Search the entries for lines that contain the word "played", and report each one found.
+-------+
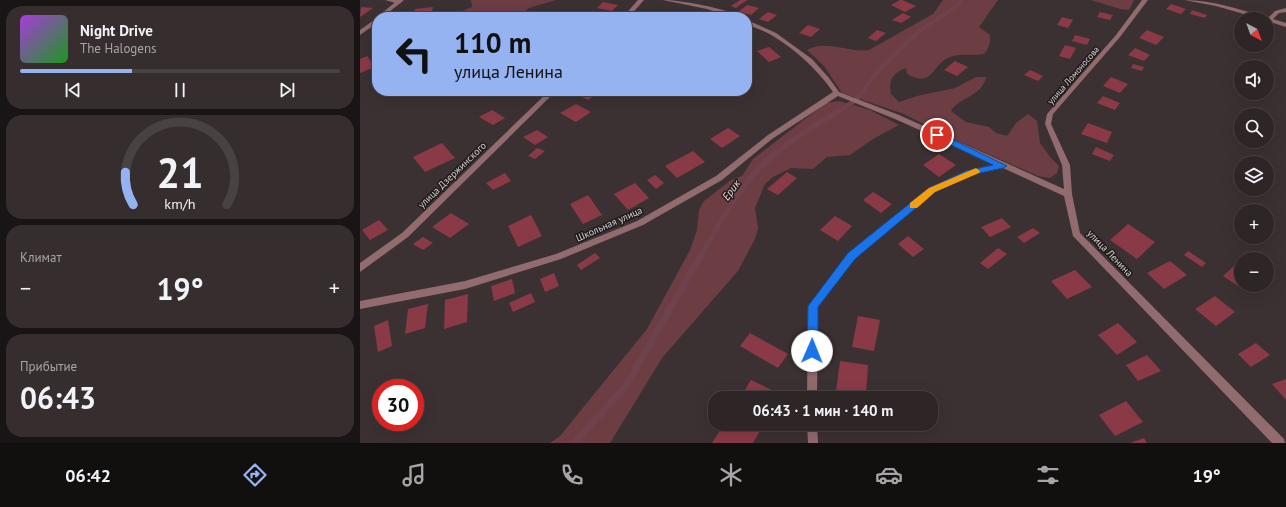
<!DOCTYPE html>
<html lang="ru">
<meta charset="utf-8">
<style>
:root{--surface:#2d2526;--page:#352d2e;--text:#f1f3f6;--muted:#a7a5a7;--line:#484243;--accent:#95b2f1}
body{margin:0;font-family:"PT Sans",sans-serif;background:var(--page);color:var(--text);height:100vh;display:flex;flex-direction:column;font-size:15px;white-space:nowrap}
*{box-sizing:border-box;margin:0}
p{font-size:13px;color:var(--muted)}
.icon{flex:none;width:22px;height:22px;fill:none;stroke:currentColor;stroke-width:2;stroke-linecap:round;stroke-linejoin:round}
.map{position:relative;flex:1;overflow:hidden}
.sheet{display:flex;flex-direction:column;gap:6px;padding:6px;background:#191415;width:360px}
.sheet>*{flex:none}
.guide{position:absolute;left:12px;top:12px;width:380px;height:84px;border-radius:16px;box-shadow:0 4px 16px #0002,0 0 0 1px var(--line);background:#95b2f1;color:#111;overflow:hidden}
.needle{width:26px;rotate:139deg}
.buttons{position:absolute;left:874px;top:12px;display:grid;gap:8px}
.buttons a{display:grid;place-items:center;width:40px;height:40px;border-radius:50%;background:var(--surface);box-shadow:0 4px 16px #0002,0 0 0 1px var(--line);font-size:20px}
.speed{position:absolute;left:12px;top:379px;display:flex;gap:8px;font-size:20px;font-weight:700;text-align:center}
.speed>*{display:grid;place-content:center;width:52px;height:52px;border-radius:50%;background:var(--surface);box-shadow:0 4px 16px #0002,0 0 0 1px var(--line);line-height:1}
.speed .limit{border:6px solid #d22;background:#fff;color:#111}
.pin{position:absolute;display:grid;place-items:center;width:34px;height:34px;color:#fff;margin:-17px;border:2px solid #fff;border-radius:50%;box-shadow:0 1px 4px #0007}
.me{position:absolute;width:44px;margin:-22px;rotate:1deg;stroke-linejoin:round;filter:drop-shadow(0 0 3px #0008)}
.turn{display:flex;align-items:center;gap:14px;height:84px;padding:0 16px;font-size:18px}
.turn .icon{width:52px;height:52px;stroke-width:2.5}
.turn b{display:block;font-size:28px;line-height:34px}
.big{font-size:30px;font-weight:600;line-height:1.1}
.sheet .card{flex:1;display:flex;flex-direction:column;justify-content:center;gap:6px;min-width:0;padding:0 14px;border-radius:16px;background:var(--page)}
.sheet .dial{align-items:center;gap:0}
.dial svg{height:104px;overflow:visible;fill:none;stroke:var(--line);stroke-width:7;stroke-linecap:round;text-anchor:middle}
.dial text{fill:var(--text);stroke:none}
.song{display:flex;align-items:center;gap:12px}
.cover{width:48px;height:48px;border-radius:6px;background:linear-gradient(135deg,hsl(280 70% 55%),hsl(120 70% 35%))}
.played{height:4px;border-radius:2px;background:linear-gradient(90deg,var(--accent) 35%,var(--line) 35%)}
.keys{display:flex;justify-content:space-around;direction:ltr}
.heat{display:flex;justify-content:space-between;align-items:center;font-size:22px;direction:ltr}
.trip{position:absolute;left:348px;top:391px;width:230px;height:40px;border-radius:16px;background:var(--surface);box-shadow:0 4px 16px #0002,0 0 0 1px var(--line);font-weight:600;line-height:40px;text-align:center}
.tab-bar{display:flex;height:64px;justify-content:space-around;align-items:center;background:#120f0f;color:var(--muted)}
.tab-bar .icon{width:28px;height:28px}
.tab-bar .selected{color:var(--accent)}
.tab-bar b{font-size:18px;color:var(--text)}
main{display:flex;flex:1;min-height:0}
.map>svg:first-child{display:block}
.green{fill:#6c3d42}
.lines{fill:none;stroke-linecap:round;stroke-linejoin:round}
.stream-far2{stroke:#6d424c;stroke-width:4.5}
.stream-far1{stroke:#6d424c;stroke-width:5.5}
.stream{stroke:#6d424c;stroke-width:7}
.building{fill:#893a46}
.lane{fill:#916b6e;fill-rule:evenodd}
.street{fill:#916b6e;fill-rule:evenodd}
.route{fill:#1a73e8;stroke:#114b97}
.slow{fill:#f59e0b}
.labels{text-anchor:middle;dominant-baseline:central;stroke-width:3;stroke-linejoin:round;paint-order:stroke}
.far-street-label{font-size:9px;fill:#d9d1d2;stroke:#1f1a1b}
.street-label{font-size:10px;fill:#d9d1d2;stroke:#1f1a1b}
.water-label{font-size:11px;font-style:italic;fill:#f5dcdd;stroke:#1f1a1b}
</style>
<main>
<section class="sheet">
<div class="card">
<div class="song"><i class="cover"></i><div><b>Night Drive</b><p>The Halogens</p></div></div>
<div class="played"></div>
<div class="keys"><svg class="icon" aria-label="previous" viewBox="0 0 24 24"><path d="M18 5L8 12l10 7zM5 5v14"/></svg><svg class="icon" aria-label="pause" viewBox="0 0 24 24"><path d="M8 5v14M16 5v14"/></svg><svg class="icon" aria-label="next" viewBox="0 0 24 24"><path d="M6 5l10 7-10 7zM19 5v14"/></svg></div>
</div>
<div class="card dial"><svg viewBox="0 0 100 80">
<path d="M14 69A42 42 0 1 1 86 69"/>
<path d="M14 69A42 42 0 0 1 8 44" stroke="#95b2f1"/>
<text x="50" y="56" font-size="32" font-weight="700">21</text>
<text x="50" y="72" font-size="11">km/h</text>
</svg></div>
<div class="card"><p>Климат</p>
<div class="heat"><a>−</a><b class="big">19°</b><a>+</a></div>
</div>
<div class="card"><p>Прибытие</p><b class="big">06:43</b></div>
</section>
<div class="map">
<svg width="926" height="443" viewBox="0 0 926 443">
<rect width="100%" height="100%" fill="#3c3132"/>
<!-- green -->
<path class="green" d="M111,0H196L169,8L157,17H87L112,7Z
M583,0H638L619,27L630,35C631,42 629,48 624,54C613,56 601,53 590,57C571,64 574,89 547,74L546,68C533,73 528,80 531,94L539,102L557,96L595,88L616,77H626C622,97 600,96 591,111L606,122L629,127L636,133L647,136L656,123L668,114L677,121L680,143L691,158L699,166L697,173L690,178L678,176L585,135L544,114L482,93L464,66L447,50C466,39 489,53 509,50L573,14Z
M731,0H774L769,10L760,9Z
M479,101L510,110L539,125L513,139L490,155L467,157L453,169L431,168L413,177L405,184L395,208L398,228L395,239L378,271L302,358L250,443H190L200,436L287,329L330,250L337,230L339,210L344,201L371,180L382,176L393,159L466,103Z"/>
<g class="lines">
<!-- stream-far2 -->
<path class="stream-far2" d="M474,114L496,100L519,70L560,31L599,4L600,0"/>
<!-- stream-far1 -->
<path class="stream-far1" d="M339,259C355,230 372,201 392,176C413,151 448,130 475,113"/>
<!-- stream -->
<path class="stream" d="M214,443L266,386L339,258"/>
</g>
<!-- building -->
<path class="building" d="M380,0H387L376,8L371,6Z
M540,0H542L556,6L545,12L531,5Z
M243,2L258,5L252,11L237,8Z
M811,4L826,9L821,14L806,9Z
M387,5L399,8L391,15L378,12Z
M1,7L13,8L0,17Z
M73,7L71,15L53,17L55,9Z
M832,10L847,15L845,18L830,14Z
M408,12L417,15L408,22L399,19Z
M740,12L753,15L750,20L737,17Z
M543,13L551,17L541,23L532,20Z
M702,17L713,20L708,28L697,25Z
M448,25L460,29L451,37L439,33Z
M517,30L526,33L516,41L508,38Z
M787,30L804,37L796,45L779,38Z
M715,35L730,39L727,45L712,41Z
M705,45L716,48L710,59L699,56Z
M409,47L421,57L409,62L397,51Z
M775,48L790,55L784,61L768,55Z
M7,56L15,67L0,73V59Z
M595,61L608,67L597,76L584,70Z
M773,64L784,67L782,71L771,68Z
M670,70L683,76L678,81L664,75Z
M751,77L768,84L760,93L743,86Z
M157,91H176L167,97L156,92Z
M218,91H237L239,92L228,100L214,93Z
M743,96L760,103L755,110L737,103Z
M216,104L231,112L216,122L200,113Z
M132,110L145,118L133,125L119,117Z
M728,123L752,132L747,143L721,134Z
M368,128L380,136L362,148L350,139Z
M177,130L188,137L175,145L163,137Z
M82,143L95,158L65,172L53,157Z
M736,147L754,155L750,161L732,154Z
M177,148L185,151L175,159L168,156Z
M333,151L345,162L317,178L305,166Z
M579,154L596,165L579,177L563,165Z
M427,172L437,178L418,195L407,189Z
M145,173L151,181L133,190L126,183Z
M295,175L304,183L296,189L287,180Z
M275,183L289,198L268,210L254,194Z
M513,192L532,204L521,213L503,200Z
M228,195L242,215L223,224L210,204Z
M91,213L109,224L90,238L72,227Z
M171,215L182,236L158,247L148,226Z
M475,216L492,226L478,241L460,230Z
M642,218L651,227L630,237L621,227Z
M19,220L28,230L10,240L2,230Z
M768,224L795,242L777,259L750,240Z
M673,228L680,233L664,243L657,237Z
M548,236L564,249L553,257L538,244Z
M63,237L73,243L63,250L53,244Z
M638,248L647,254L628,269L620,263Z
M828,251L846,263L842,267L824,255Z
M235,253L240,258L221,270L217,265Z
M810,261L827,275L804,289L787,273Z
M874,266L881,270V282L878,286L863,276Z
M715,270L732,287L707,299L691,281Z
M194,273L199,286L185,292L180,279Z
M152,279L155,293L134,301L131,286Z
M171,293L175,302L153,312L149,303Z
M108,294L107,322L84,329L85,300Z
M855,296L875,312L856,326L835,309Z
M68,304L65,328L45,334L48,309Z
M498,316L520,320L514,351L492,347Z
M28,320L32,346L18,352L14,326Z
M758,323L777,342L757,355L738,335Z
M390,333L428,354L418,368L380,346Z
M896,343L910,355L891,367L878,354Z
M787,355L801,371L778,381L766,365Z
M480,361L508,365L506,395L476,391Z
M926,379V400L912,384Z
M391,380L420,394L418,398H380Z
M766,401L783,422L755,436L739,415Z
M364,424H404L393,443H352Z
M784,438L787,443H770Z"/>
<g class="lines">
<!-- lane -->
<path class="lane" d="M25,0H37L42,2L39,4Z"/>
<!-- street -->
<path class="street" d="M38,0H44L23,17H17Z
M278,0H284L269,17H263Z
M303,0C320,0 366,8 380,17H371L347,9Z
M782,0H788L760,37L693,114L691,124L710,165L712,194L720,233L924,439L925,443H912L713,236L704,196L643,168L611,175L575,192L494,258L458,307L457,398H447L448,306L488,254L569,188L606,171L635,164L535,119L478,96L412,139L362,180L283,225L201,259L105,289L0,309V301L105,281L196,254L277,221L356,176L408,135L473,92C457,69 437,51 413,36C405,31 395,28 387,24V20L416,33L452,59L469,78L479,92L539,115L704,189L702,165L685,124L687,114L756,35Z
M824,0C853,0 881,10 908,18L915,11L926,8V12L919,13L913,19L926,23V27L907,21V19H901L856,6Z
M17,18V23L0,35V30Z
M189,91H196L48,237L0,272V263L42,233Z
M447,424H457L458,443H448Z"/>
</g>
<!-- route -->
<path class="route" d="M574,133H579L647,166L643,168L611,175L575,192L495,259L458,307V351L456,354L452,356L449,354L447,351L448,306L488,253L569,188L606,171L633,165L574,137Z"/>
<!-- slow -->
<path class="slow" d="M616,168L620,171L619,173L575,192L557,208H550V203L569,188Z"/>
<g class="labels">
<!-- far-street labels -->
<g class="far-street-label">
<text transform="translate(713 75) rotate(-49)">улица Ломоносова</text>
</g>
<!-- street labels -->
<g class="street-label">
<text transform="translate(92 175) rotate(-44)">улица Дзержинского</text>
<text transform="translate(249 224) rotate(-24)">Школьная улица</text>
<text transform="translate(750 253) rotate(46)">улица Ленина</text>
</g>
<!-- water labels -->
<g class="water-label">
<text transform="translate(371 190) rotate(-54)">Ерик</text>
</g>
</g>
</svg>
<div class="buttons">
<a><svg class="needle" viewBox="-14 -14 28 28"><path d="M0-13l5 13h-10z" fill="#e53935"/><path d="M0 13l5-13h-10z" fill="#a7a5a7"/></svg></a>
<a><svg class="icon" aria-label="sound" viewBox="0 0 24 24"><path d="M4 9h4l5-4v14l-5-4H4zM17 9q2 3 0 6"/></svg></a>
<a><svg class="icon" aria-label="search" viewBox="0 0 24 24"><circle cx="10" cy="10" r="6"/><path d="M15 15l6 6"/></svg></a>
<a><svg class="icon" aria-label="layers" viewBox="0 0 24 24"><path d="M12 4l9 5-9 5-9-5zM3 14l9 5 9-5"/></svg></a>
<a>+</a>
<a>−</a>
</div>
<div class="speed"><div class="limit">30</div></div>
<div class="pin" style="left:577px;top:135px;background:#d93025"><svg class="icon" aria-label="arrive" viewBox="0 0 24 24"><path d="M6 21V4h12l-3 4 3 4H6"/></svg></div>
<svg class="me" style="left:452px;top:351px" viewBox="-20 -20 40 40"><circle r="19" fill="#fff"/><path d="M0-13L10 11 0 6-10 11z" fill="#1a73e8"/></svg>
<div class="trip">06:43 · 1 мин · 140 m</div>
<div class="guide">
<div class="turn"><svg class="icon" aria-label="left" viewBox="0 0 24 24"><path d="M17 20v-9H6M10 6l-5 5 5 5"/></svg><div><b>110 m</b>улица Ленина</div></div>
</div>
</div>
</main>
<nav class="tab-bar">
<b>06:42</b>
<svg class="icon selected" aria-label="directions" viewBox="0 0 24 24"><path d="M12 3l9 9-9 9-9-9zM9 14v-3h6M13 9l2 2-2 2"/></svg>
<svg class="icon" aria-label="music" viewBox="0 0 24 24"><path d="M9 18V5l10-2v13"/><circle cx="6" cy="18" r="3"/><circle cx="16" cy="16" r="3"/></svg>
<svg class="icon" aria-label="phone" viewBox="0 0 24 24"><path d="M5 4h4l2 5-3 2q2 4 5 5l2-3 5 2v4C11 20 4 13 5 4z"/></svg>
<svg class="icon" aria-label="climate" viewBox="0 0 24 24"><path d="M12 3v18M4 7l16 10M4 17L20 7"/></svg>
<svg class="icon" aria-label="car" viewBox="0 0 24 24"><path d="M5 17H2v-5l4-1 3-4h7l3 4 3 1v5h-3M9 17h6M6 11h13"/><circle cx="7" cy="17" r="2"/><circle cx="17" cy="17" r="2"/></svg>
<svg class="icon" aria-label="filters" viewBox="0 0 24 24"><path d="M4 7h16M4 17h16"/><circle cx="9" cy="7" r="2"/><circle cx="15" cy="17" r="2"/></svg>
<b>19°</b>
</nav>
+-------+
Response:
.played{height:4px;border-radius:2px;background:linear-gradient(90deg,var(--accent) 35%,var(--line) 35%)}
<div class="played"></div>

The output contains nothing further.